Sooner or later, your doctor will probably talk to you about your cholesterol levels. But not all cholesterol is created equal. Doctors are specifically concerned about high levels of low-density lipoproteins (LDL), or the “bad” cholesterol, because it increases your risk of heart attack.

Your body produces all of the LDL cholesterol it needs, but some people are genetically predisposed to produce more than they need. As you age, your cholesterol levels rise.

Other factors that increase LDL cholesterol include eating a diet rich in saturated fats and processed foods, being overweight, and getting limited physical activity.

While having low LDL cholesterol is ideal, the body requires some cholesterol in order to function properly.

On the other hand, if you have higher levels of high-density lipoproteins (HDL) — the “good” cholesterol — it may provide some protection from heart disease.

HDL cholesterol helps rid the body of bad cholesterol and keeps it from collecting on the linings of your arteries. Cholesterol buildup can lead to severe health events such as heart attack or stroke.

Having lower HDL cholesterol does not appear to cause problems directly. But it’s an important characteristic to note when identifying individuals who may have an overall unhealthy lifestyle.

Recommendations for more healthy choices include:

Getting 30 minutes of physical activity — the kind that raises your heart rate — five times a week can improve your HDL cholesterol and lower your LDL and triglycerides. This can be walking, running, swimming, biking, rollerblading, or whatever suits your fancy.

As if you needed another reason to quit, smoking decreases HDL cholesterol. Lower HDL in smokers leaves the blood vessels more open to damage. This can make it more likely for smokers to develop heart disease.

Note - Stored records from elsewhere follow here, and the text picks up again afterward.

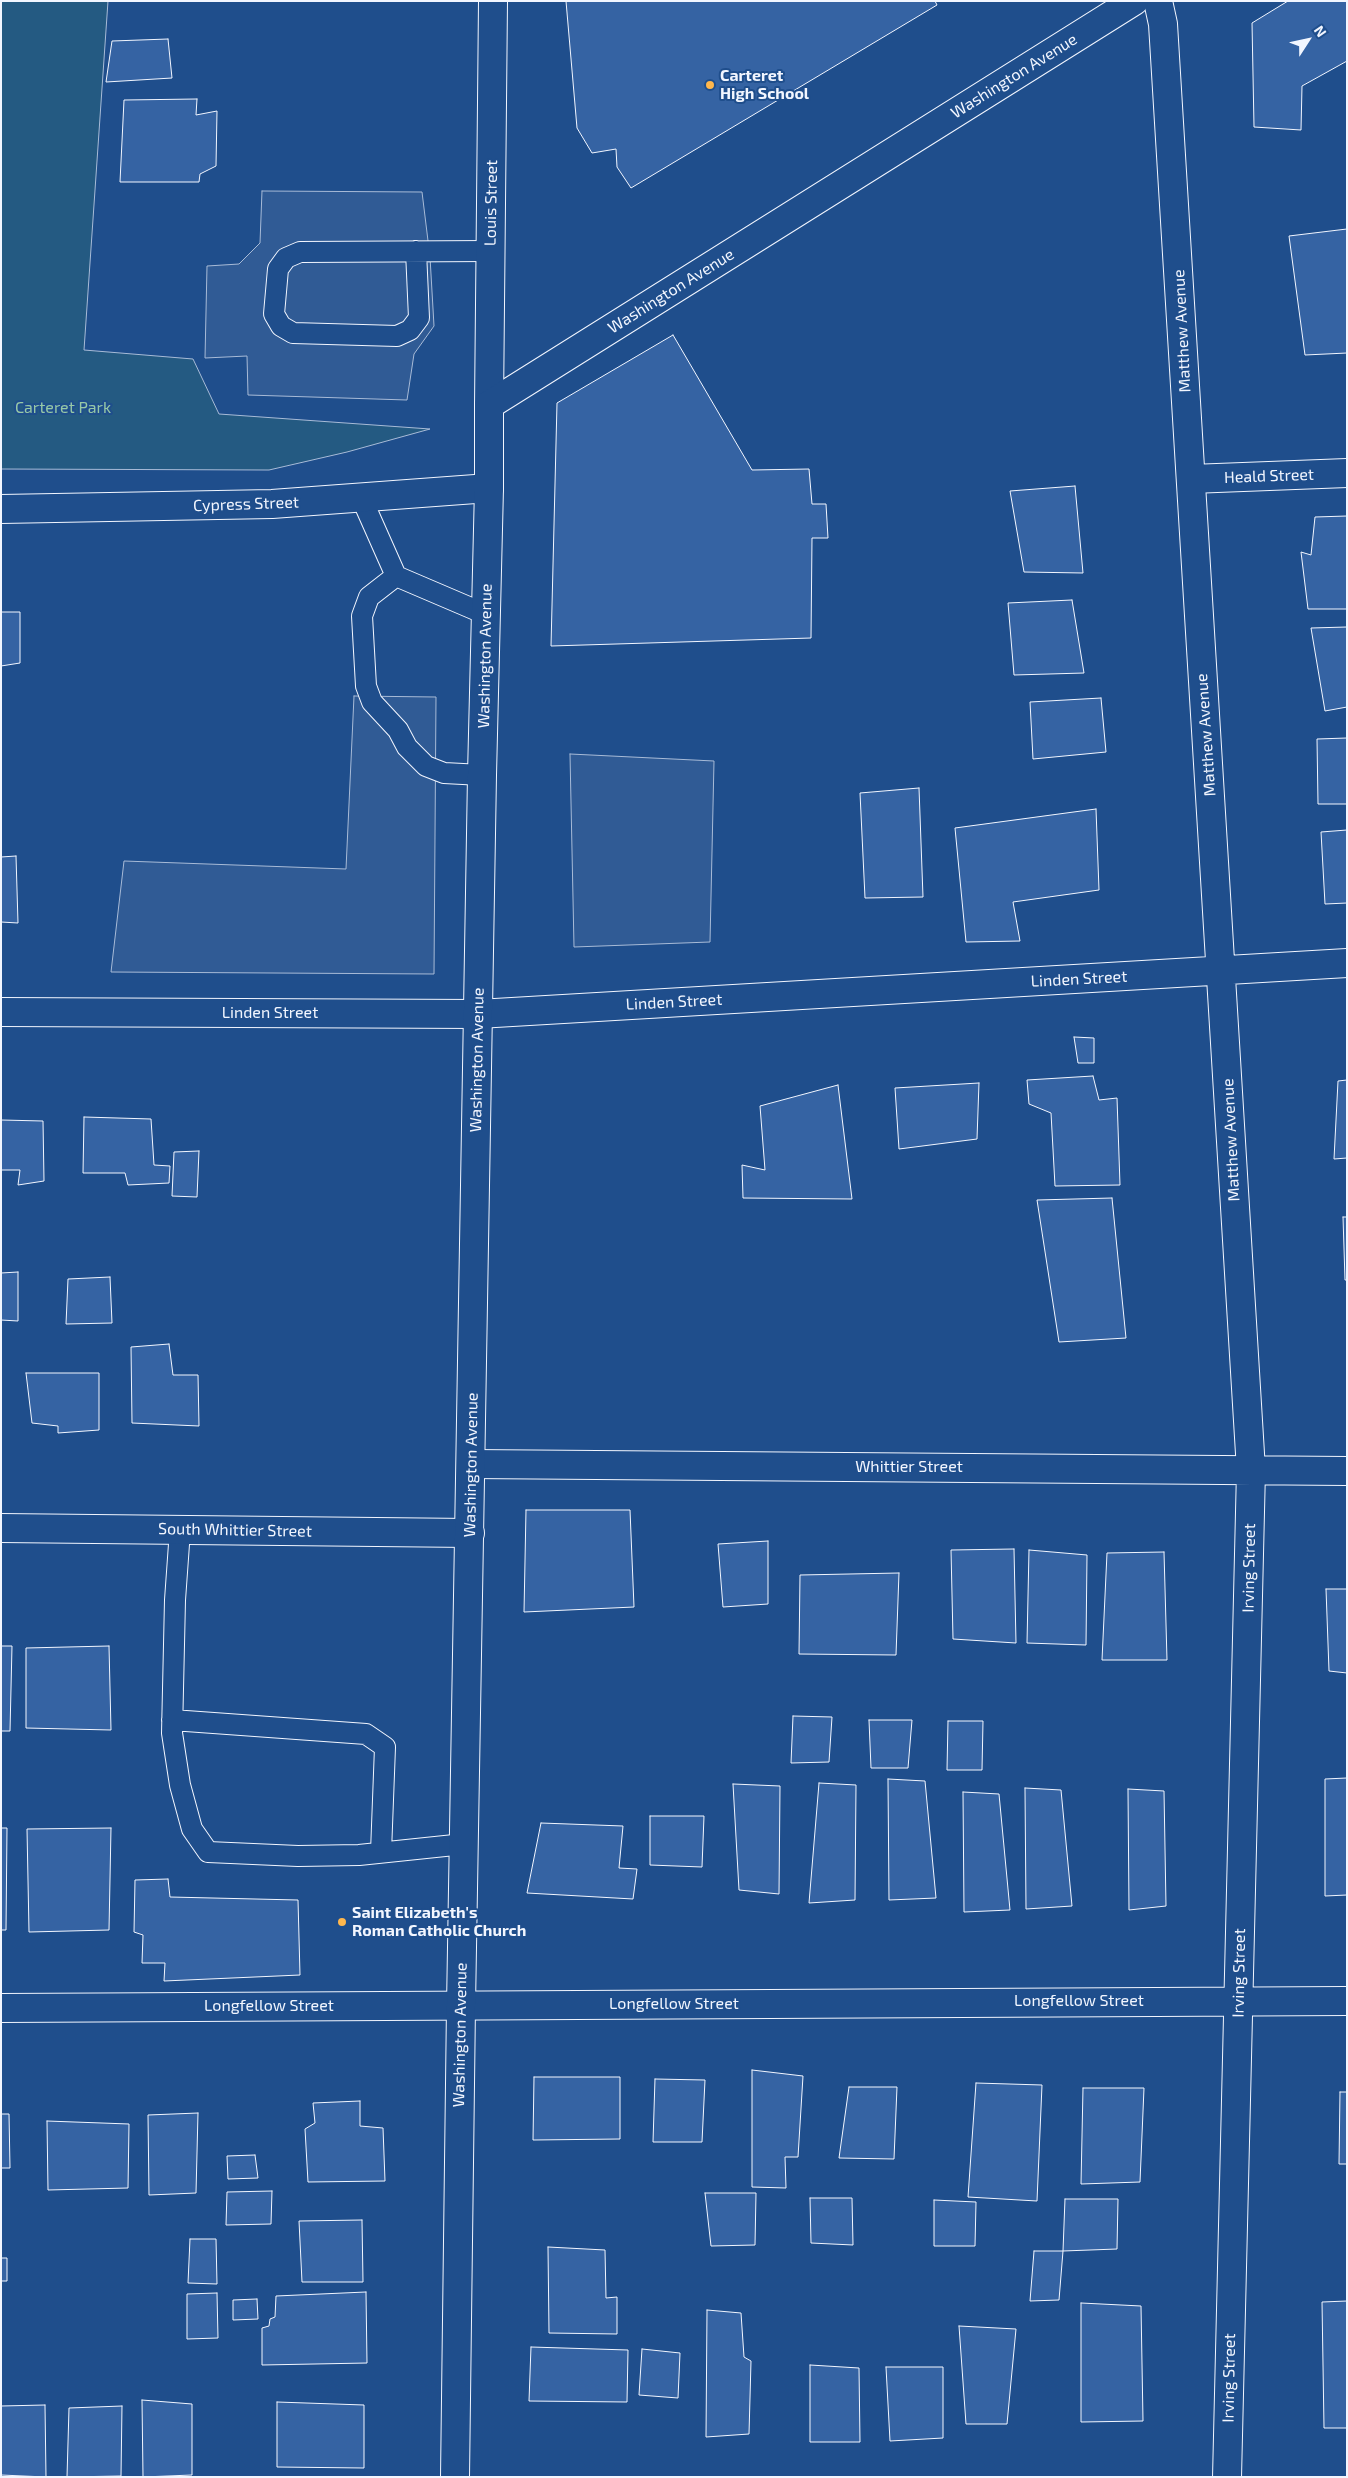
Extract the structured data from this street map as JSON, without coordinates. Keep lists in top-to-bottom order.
{
  "streets": {
    "street": [
      "Washington Avenue",
      "Louis Street",
      "Matthew Avenue",
      "Heald Street",
      "Cypress Street",
      "Linden Street",
      "Whittier Street",
      "South Whittier Street",
      "Irving Street",
      "Longfellow Street"
    ]
  },
  "crossings": [
    ["Washington Avenue", "Louis Street"],
    ["Washington Avenue", "Cypress Street"],
    ["Washington Avenue", "Linden Street"],
    ["Washington Avenue", "Whittier Street"],
    ["Washington Avenue", "South Whittier Street"],
    ["Washington Avenue", "Longfellow Street"],
    ["Matthew Avenue", "Heald Street"],
    ["Matthew Avenue", "Linden Street"],
    ["Matthew Avenue", "Whittier Street"],
    ["Matthew Avenue", "Irving Street"],
    ["Whittier Street", "Irving Street"],
    ["Irving Street", "Longfellow Street"]
  ],
  "parks": ["Carteret Park"],
  "places": ["Carteret High School", "Saint Elizabeth's Roman Catholic Church"],
  "north": "top right"
}
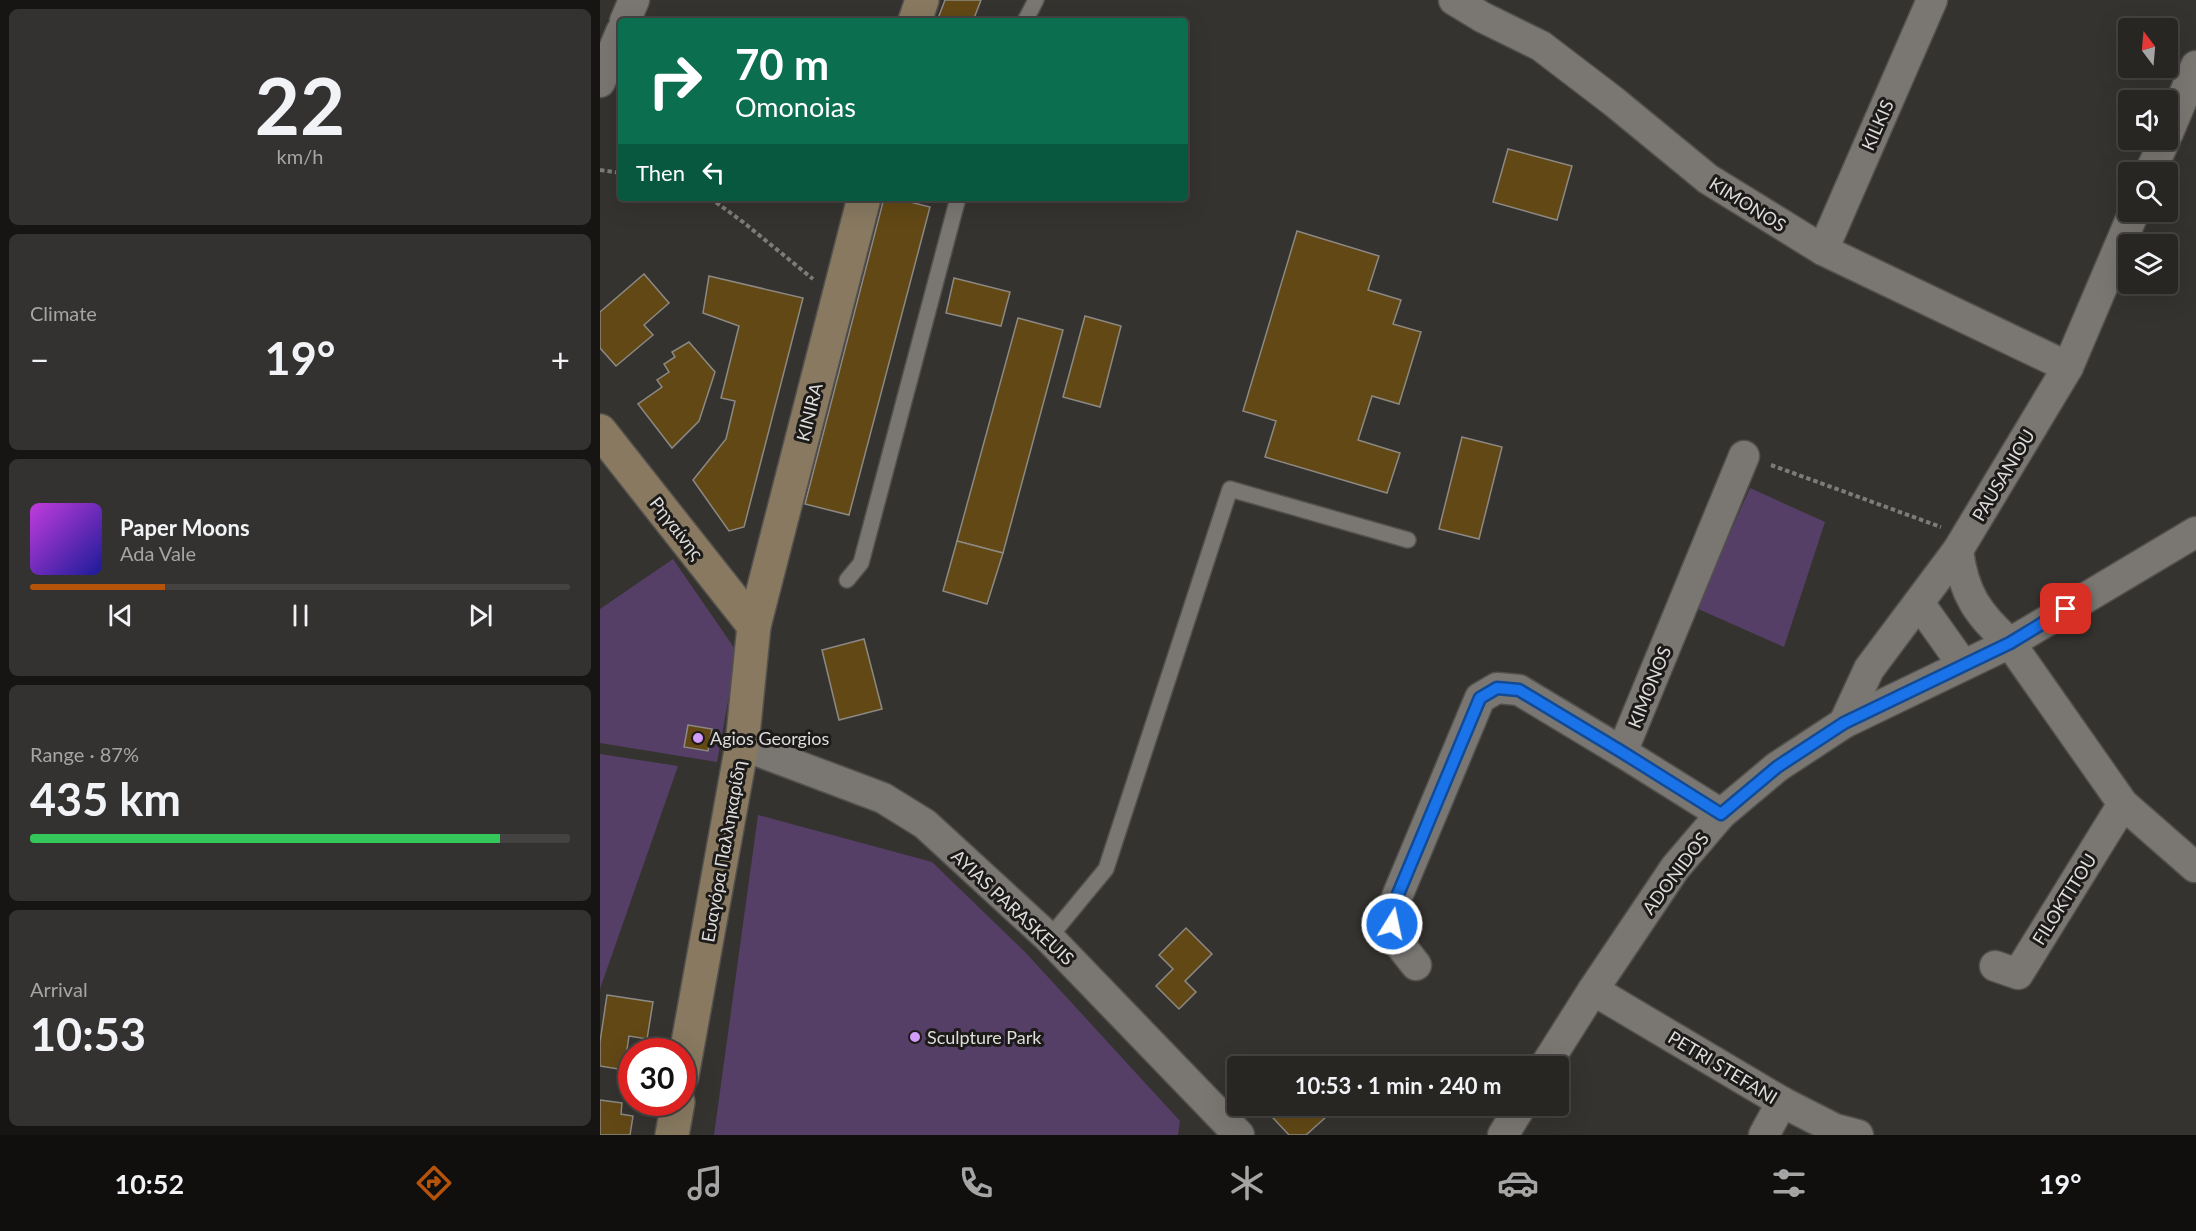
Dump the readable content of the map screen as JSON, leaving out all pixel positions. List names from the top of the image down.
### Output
{
  "streets": {
    "main road": ["KINIRA", "Ρηγαίνης", "Ευαγόρα Παλληκαρίδη"],
    "street": [
      "KILKIS",
      "KIMONOS",
      "PAUSANIOU",
      "ADONIDOS",
      "FILOKTITOU",
      "AYIAS PARASKEUIS",
      "PETRI STEFANI"
    ]
  },
  "crossings": [
    ["KILKIS", "KIMONOS"],
    ["KIMONOS", "PAUSANIOU"],
    ["KINIRA", "Ρηγαίνης"],
    ["KINIRA", "Ευαγόρα Παλληκαρίδη"],
    ["PAUSANIOU", "ADONIDOS"],
    ["Ρηγαίνης", "Ευαγόρα Παλληκαρίδη"],
    ["Ευαγόρα Παλληκαρίδη", "AYIAS PARASKEUIS"],
    ["ADONIDOS", "PETRI STEFANI"]
  ],
  "places": ["Agios Georgios", "Sculpture Park"],
  "north": "top",
  "page": {
    "tile": [
      ["22", "km/h"],
      "Climate",
      ["Range · 87%", "435 km"],
      ["Arrival", "10:53"]
    ],
    "turn": ["70 m", "Omonoias"],
    "then": "Then",
    "heat": ["−", "19°", "+"],
    "song": ["Paper Moons", "Ada Vale"],
    "limit": "30",
    "trip": "10:53 · 1 min · 240 m",
    "tabs": ["10:52", "19°"]
  }
}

Quitting now can boost your good cholesterol, lower your LDL and triglycerides, as well as provide a host of other health-friendly benefits.

The American Heart Association recommends a diet that contains a wide variety of fruits, vegetables, whole grains, nuts, beans, and lean proteins such as soy, poultry, and fish. Your diet should be low in salt, sugar, saturated fats, trans fats, and red meat.

Choosing healthy fats such as monounsaturated and polyunsaturated fats, like those found in olive oil and avocados, can help improve your HDL cholesterol. Omega-3 fatty acids also contribute to heart health.

Currently, the American Heart Association does not recommend drinking alcohol for heart health due to the risks related to high alcohol intake. However, moderate alcohol intake — one drink or fewer per day for women and two drinks or fewer a day for men — may raise HDL cholesterol to a small degree.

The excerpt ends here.